Liquid biopsy assay for lung carcinoma using centrifuged supernatants from fine-needle aspiration specimens

• Published in: Annals of oncology Vol. 30; no. 6; pp. 963 - 969
• Main Authors: Hannigan, B., Ye, W., Mehrotra, M., Lam, V., Bolivar, A., Zalles, S., Barkoh, B.A., Duose, D., Hu, P.C., Broaddus, R., Stewart, J., Heymach, J., Medeiros, L.J., Wistuba, I., Luthra, R., Roy-Chowdhuri, S.
• Format: Journal Article
• Language: English
• Published: England Elsevier Ltd 01.06.2019
• Subjects: fine-needle aspiration; liquid biopsy; lung cancer; mutation profiling; next-generation sequencing; supernatant; lung cancer; fine-needle aspiration; mutation profiling; next-generation sequencing; supernatant; liquid biopsy
• ISSN: 0923-7534; 1569-8041
• DOI: 10.1093/annonc/mdz102

Tumor mutation profiling is standard-of-care in lung carcinoma patients. However, comprehensive molecular profiling of small specimens, including core needle biopsy (CNB) and fine-needle aspiration (FNA) specimens, may often be inadequate due to limited tissue.

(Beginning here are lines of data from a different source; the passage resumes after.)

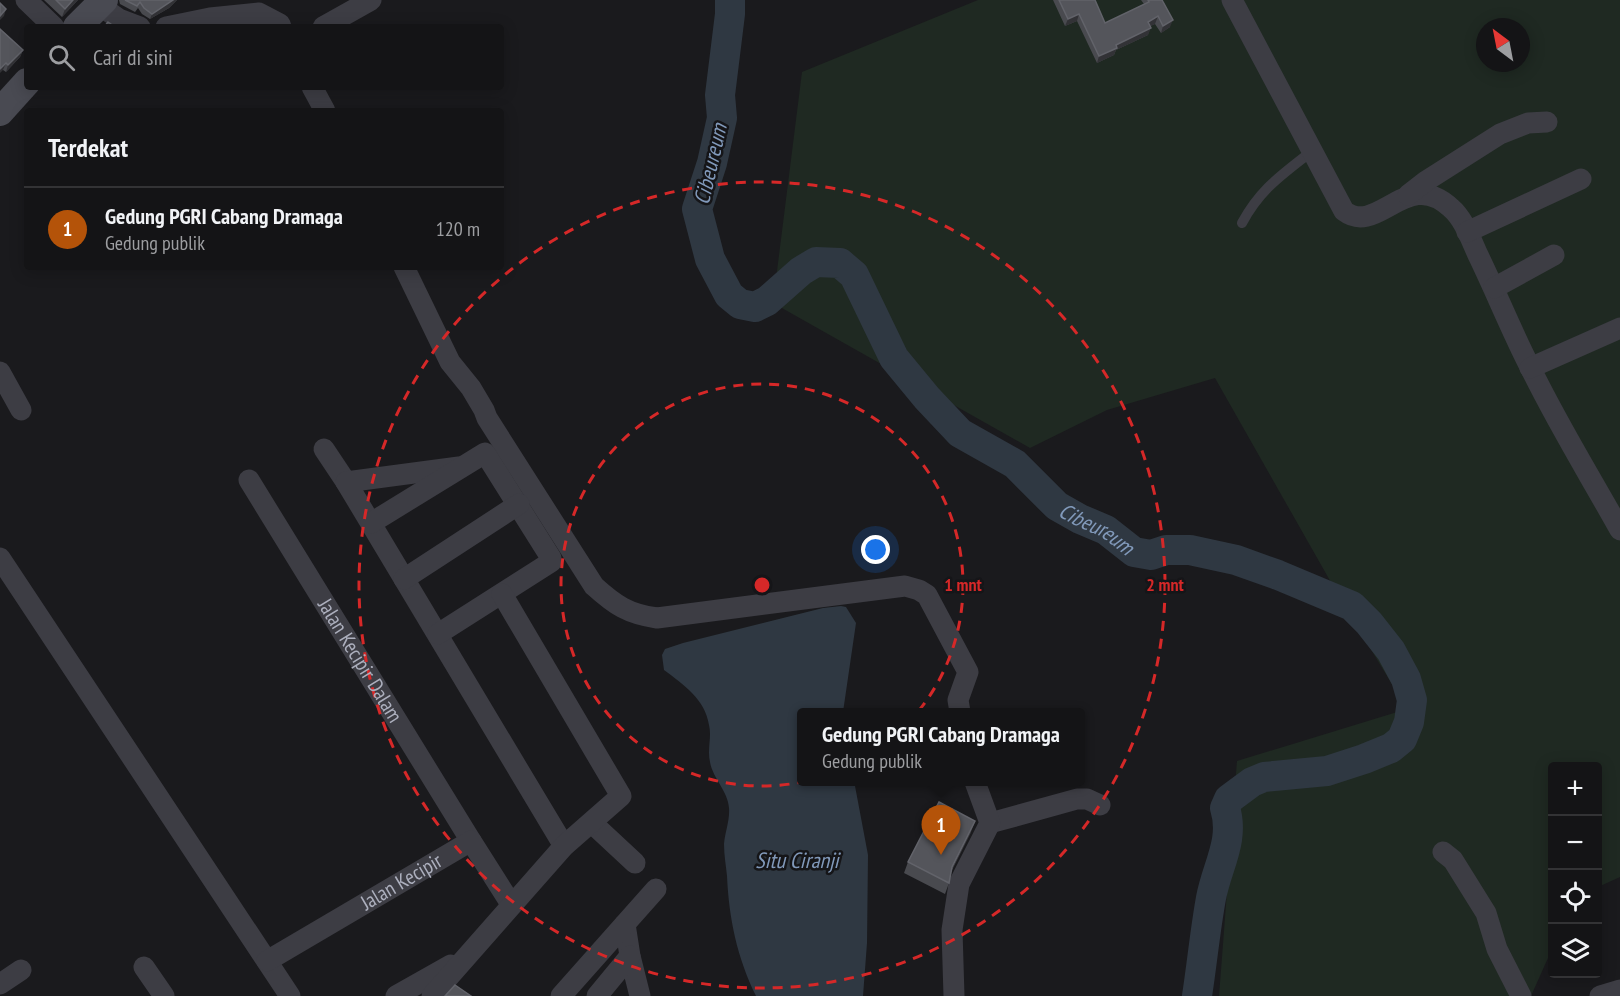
<!DOCTYPE html>
<html lang="id">
<meta charset="utf-8">
<style>
:root{--surface:#141416;--page:#1d1d1f;--text:#f1f3f6;--muted:#9d9ea1;--line:#333335;--accent:#b45309}
body{margin:0;font-family:"PT Sans Narrow",sans-serif;background:var(--page);color:var(--text)}
.controls{position:absolute;right:18px;bottom:18px;display:grid;overflow:hidden;border-radius:6px;box-shadow:0 3px 15px #0003}
.controls button{width:54px;height:54px;display:grid;place-items:center;padding:0;border:0;border-bottom:2px solid var(--line);background:var(--surface);color:var(--text);font:30px sans-serif}
.compass{position:absolute;left:1476px;top:18px;width:54px;height:54px;border-radius:50%;background:var(--surface);box-shadow:0 3px 15px #0003;rotate:328deg}
.you{position:absolute;left:876px;top:550px;width:21px;height:21px;margin:-15px;border:4px solid #fff;border-radius:50%;background:#1a73e8;box-shadow:0 0 0 9px #1a73e833}
.badge{display:grid;place-items:center;width:39px;height:39px;border-radius:50%;background:var(--accent);color:#fff;font-size:20px;font-weight:700}
.pin{position:absolute;translate:-50% -50px;filter:drop-shadow(0 2px 3px #0008)}
.pin::after{content:'';position:absolute;top:32px;width:21px;height:18px;background:inherit;clip-path:polygon(0 0,100% 0,50% 100%)}
.popup{position:absolute;left:797px;top:708px;width:288px;height:78px;box-sizing:border-box;display:grid;place-content:center;border-radius:6px;background:var(--surface);filter:drop-shadow(0 2px 4px #0005);font-size:20px;white-space:nowrap;color:var(--muted)}
.popup b{font-size:22px;color:var(--text)}
.popup::after{content:'';position:absolute;left:50%;top:100%;margin-left:-12px;border:12px solid transparent;border-top-color:var(--surface)}
.list{margin:0;padding:0;list-style:none}
h2{display:flex;justify-content:space-between;align-items:center;height:78px;margin:0;padding:0 24px;font-size:26px}
h2 small{font-size:20px;font-weight:400;color:var(--muted)}
.list li{display:grid;grid-template-columns:39px 1fr auto;gap:18px;align-items:center;box-sizing:border-box;height:84px;padding:0 24px;border-top:2px solid var(--line)}
.list b{display:block;font-size:22px;white-space:nowrap}
.list p{margin:0;font-size:20px;white-space:nowrap;color:var(--muted)}
.list em{font-size:20px;font-style:normal;color:var(--muted)}
.icon{flex:none;width:33px;height:33px;fill:none;stroke:currentColor;stroke-width:2;stroke-linecap:round;stroke-linejoin:round}
.map{position:relative;flex:none;width:1620px;height:996px;overflow:hidden}
.search{position:absolute;background:var(--surface);box-shadow:0 3px 15px #0003;left:24px;top:24px;width:480px;height:66px;display:flex;align-items:center;gap:15px;box-sizing:border-box;padding:0 21px;border-radius:6px;color:var(--muted);font-size:22px}
.panel{position:absolute;background:var(--surface);box-shadow:0 3px 15px #0003;left:24px;top:108px;width:480px;height:162px;border-radius:6px}
.map>svg:first-child{display:block}
.green{fill:#1f2922;fill-rule:evenodd}
.water{fill:#2f3842}
.lines{fill:none;stroke-linecap:round;stroke-linejoin:round}
.river{stroke:#2f3842;stroke-width:30}
.lane{stroke:#3d3d44;stroke-width:10}
.street{stroke:#3d3d44;stroke-width:21}
.secondary{stroke:#494a52;stroke-width:28}
.wall{fill:#494a4f}
.shaded-wall{fill:#323236}
.building{fill:#54555b;stroke:#62636a;stroke-width:1.5}
.ring{fill:none;stroke:#d62828;stroke-width:3;stroke-dasharray:10 8}
.labels{text-anchor:middle;stroke-width:5;stroke-linejoin:round;paint-order:stroke}
.street-label{font-size:21px;fill:#acafbd;stroke:#151518}
.water-label{font-size:22px;font-style:italic;fill:#8199ba;stroke:#151518}
.centre{fill:#d62828;stroke:#151518;stroke-width:3}
.ring-label{font-size:18px;text-anchor:middle;font-weight:bold;fill:#d62828;stroke:#151518;stroke-width:5;stroke-linejoin:round;paint-order:stroke}
</style>
<div class="map">
<svg width="1620" height="996" viewBox="0 0 1620 996">
<rect width="100%" height="100%" fill="#1a1a1d"/>
<path class="green" d="M978 0H1620V877L1598 887V766H1552V949L1531 996H1219L1237 761 1407 709 1341 600 1215 378 1107 410 1030 448 773 303 802 72ZM1485 27H1521V63H1485Z"/>
<path class="water" d="M841 606 846 607 856 623 843 712H802V782H853L855 786 868 855 867 943 863 996H756C737 957 729 919 727 876 726 866 724 855 724 844 725 832 730 820 729 808 728 791 713 779 710 762 707 749 712 737 709 725 705 699 684 685 664 670L662 655 665 649 683 643 823 608Z"/>
<g class="lines">
<path class="river" id="s1" d="M730 0V14L720 95 722 118 712 163 697 209 710 259 729 295 740 304 755 307 767 301 801 271 816 262 840 263 854 275 894 358 927 398 960 433 1015 464 1057 506 1080 519 1106 530 1134 552 1151 555 1166 550H1190L1236 560 1278 575 1352 606 1369 623 1391 651 1406 679 1412 700 1409 722 1402 739 1391 748 1364 759 1327 771 1264 777 1252 782 1229 799 1225 808C1235 840 1217 866 1211 898 1205 931 1202 964 1197 996"/>
<path class="lane" d="M1242 223C1261 188 1282 175 1312 151"/>
<g class="street">
<polyline points="26,0 54,27"/>
<path d="M1232 0 1344 211C1378 237 1407 166 1451 208 1464 219 1471 240 1478 255 1496 292 1511 330 1530 367 1557 423 1590 476 1620 530"/>
<polyline points="99,5 119,19 140,27"/>
<polyline points="166,27 210,18 259,13 280,24 281,27"/>
<polyline points="323,27 371,0"/>
<polyline points="312,87 325,111"/>
<polyline points="1408,195 1426,181 1500,134 1528,123 1547,122"/>
<polyline points="1467,232 1581,179"/>
<path d="M404 267 450 362 471 388 484 410 487 418 594 586C615 605 628 614 657 618L905 586 919 590 927 595 968 672 958 700 960 712"/>
<polyline points="1494,288 1554,255"/>
<polyline points="1530,368 1620,328"/>
<polyline points="0,372 21,410"/>
<polyline points="324,449 346,482"/>
<polyline points="459,467 346,482 564,846"/>
<path id="s2" d="M249 480 471 841"/>
<polyline points="371,523 485,453 551,558 551,562 438,634"/>
<polyline points="0,558 290,996"/>
<polyline points="404,579 519,504"/>
<polyline points="592,823 635,863"/>
<polyline points="990,823 1077,799 1087,799 1100,805"/>
<polyline points="1443,852 1453,860 1486,913 1497,949 1521,996"/>
<polyline points="625,924 630,956 640,996"/>
<path id="s3" d="M267 961 471 841 511 904"/>
<polyline points="144,967 164,996"/>
<polyline points="0,984 21,970"/>
<polyline points="396,996 451,965"/>
<polyline points="432,996 564,846 621,796 502,594"/>
<polyline points="561,996 656,889"/>
<polyline points="597,996 630,956"/>
<polyline points="954,996 952,930 959,884 990,823 975,782"/>
<polyline points="1600,996 1620,990"/>
</g>
<g class="secondary">
<polyline points="77,27 104,0"/>
<polyline points="0,112 27,82"/>
</g>
</g>
<g class="wall">
<polygon points="44,0 78,0 62,17"/>
<polygon points="119,0 177,0 169,8 150,19 142,14 138,8 135,12 120,4"/>
<polygon points="1053,0 1095,0 1105,23 1144,4 1141,0 1162,0 1170,27 1161,33 1155,24 1150,26 1148,35 1116,50 1114,55 1097,63 1077,21 1065,26"/>
<polygon points="0,29 23,50 20,57 6,72 3,70"/>
<polygon points="971,832 951,872 949,883 945,894 904,873 908,862"/>
</g>
<g class="shaded-wall">
<polygon points="73,0 78,0 62,17 65,9"/>
<polygon points="173,0 177,0 169,8 150,19 152,14"/>
<polygon points="6,9 4,16 0,20 0,16"/>
<polygon points="1079,14 1077,21 1065,26 1068,19"/>
<polygon points="1158,16 1155,24 1145,29 1148,22"/>
<polygon points="1173,20 1170,27 1161,33 1163,26"/>
<polygon points="1151,28 1148,35 1116,50 1114,55 1097,63 1099,56 1116,45"/>
<polygon points="23,50 20,57 6,72 8,65"/>
<polygon points="6,63 3,70 0,73 0,69"/>
<polygon points="975,821 971,832 947,879 952,867"/>
</g>
<g class="building">
<polygon points="56,0 73,0 65,9"/>
<polygon points="125,0 173,0 152,14 144,8 140,2 137,6"/>
<polygon points="1059,0 1095,0 1105,23 1149,2 1148,0 1162,0 1173,20 1163,26 1158,16 1148,22 1151,28 1116,45 1117,48 1099,56 1079,14 1068,19"/>
<polygon points="0,3 6,9 0,16"/>
<polygon points="108,22 115,27 104,27"/>
<polygon points="0,29 23,50 8,65 6,63 0,69"/>
<polygon points="939,802 975,821 952,867 949,883 908,862"/>
<polygon points="455,985 471,996 445,996"/>
</g>
<g class="ring">
<circle cx="762" cy="585" r="201"/>
<circle cx="762" cy="585" r="403"/>
</g>
<g class="labels">
<g class="street-label">
<text dy="7" stroke="none"><textPath href="#s2" startOffset="212">Jalan Kecipir Dalam</textPath></text>
<text dy="7" stroke="none"><textPath href="#s3" startOffset="156">Jalan Kecipir</textPath></text>
</g>
<g class="water-label">
<text transform="translate(710 164) rotate(-77)" y="8">Cibeureum</text>
<text dy="8" stroke="none"><textPath href="#s1" startOffset="814">Cibeureum</textPath></text>
<text x="797" y="868">Situ Ciranji</text>
</g>
</g>
<circle cx="762" cy="585" r="9" class="centre"/>
<g class="ring-label">
<text x="963" y="591">1 mnt</text>
<text x="1165" y="591">2 mnt</text>
</g>
</svg>
<div class="controls">
<button>+</button>
<button>−</button>
<button><svg class="icon" aria-label="locate" viewBox="0 0 24 24"><circle cx="12" cy="12" r="6"/><path d="M12 2v4M12 18v4M2 12h4M18 12h4"/></svg></button>
<button><svg class="icon" aria-label="layers" viewBox="0 0 24 24"><path d="M12 4l9 5-9 5-9-5zM3 14l9 5 9-5"/></svg></button>
</div>
<svg class="compass" viewBox="-18 -18 36 36"><path d="M0-13l5 13h-10z" fill="#e53935"/><path d="M0 13l5-13h-10z" fill="#9d9ea1"/></svg>
<div class="you"></div>
<div class="pin badge" style="left:941px;top:855px">1</div>
<div class="popup"><b>Gedung PGRI Cabang Dramaga</b>Gedung publik</div>
<div class="search"><svg class="icon" aria-label="search" viewBox="0 0 24 24"><circle cx="10" cy="10" r="6"/><path d="M15 15l6 6"/></svg>Cari di sini</div>
<section class="panel">
<h2>Terdekat<small></small></h2>
<ul class="list">
<li><span class="badge">1</span><div><b>Gedung PGRI Cabang Dramaga</b><p>Gedung publik</p></div><em>120 m</em></li>
</ul>
</section>
</div>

Centrifuged FNA supernatants, which are typically discarded, have emerged recently as a novel liquid-based biopsy for molecular testing. In this study, we evaluate the use of lung carcinoma FNA supernatants for detecting clinically relevant mutations. Supernatants from lung carcinoma FNA samples (n=150) were evaluated. Samples were further analyzed using next-generation sequencing (NGS) and ultrasensitive droplet digital PCR (ddPCR). Mutation profiles in a subset of samples were compared with results derived from paired tissue samples from the same patient (n=67) and available plasma liquid biopsy assay (n=45). All 150 samples yielded adequate DNA and NGS were carried out successfully on 104 (90%) of 116 selected samples. Somatic mutations were detected in 82% of the samples and in 50% of these patients a clinically relevant mutation was identified that would qualify them for targeted therapy or a clinical trial. There was high overall concordance between the mutation profiles of supernatants and the corresponding tissue samples, with 100% concordance with concurrent FNA and 96% with concurrent CNB samples. Comparison of actionable driver mutations detected in supernatant versus plasma samples showed 84% concordance. FNA supernatants can provide a valuable specimen source for genotyping lung carcinoma especially in patients with insufficient tumor tissue, thereby reducing multigene mutation profiling failure rates, improving turnaround times, and avoiding repeat biopsies.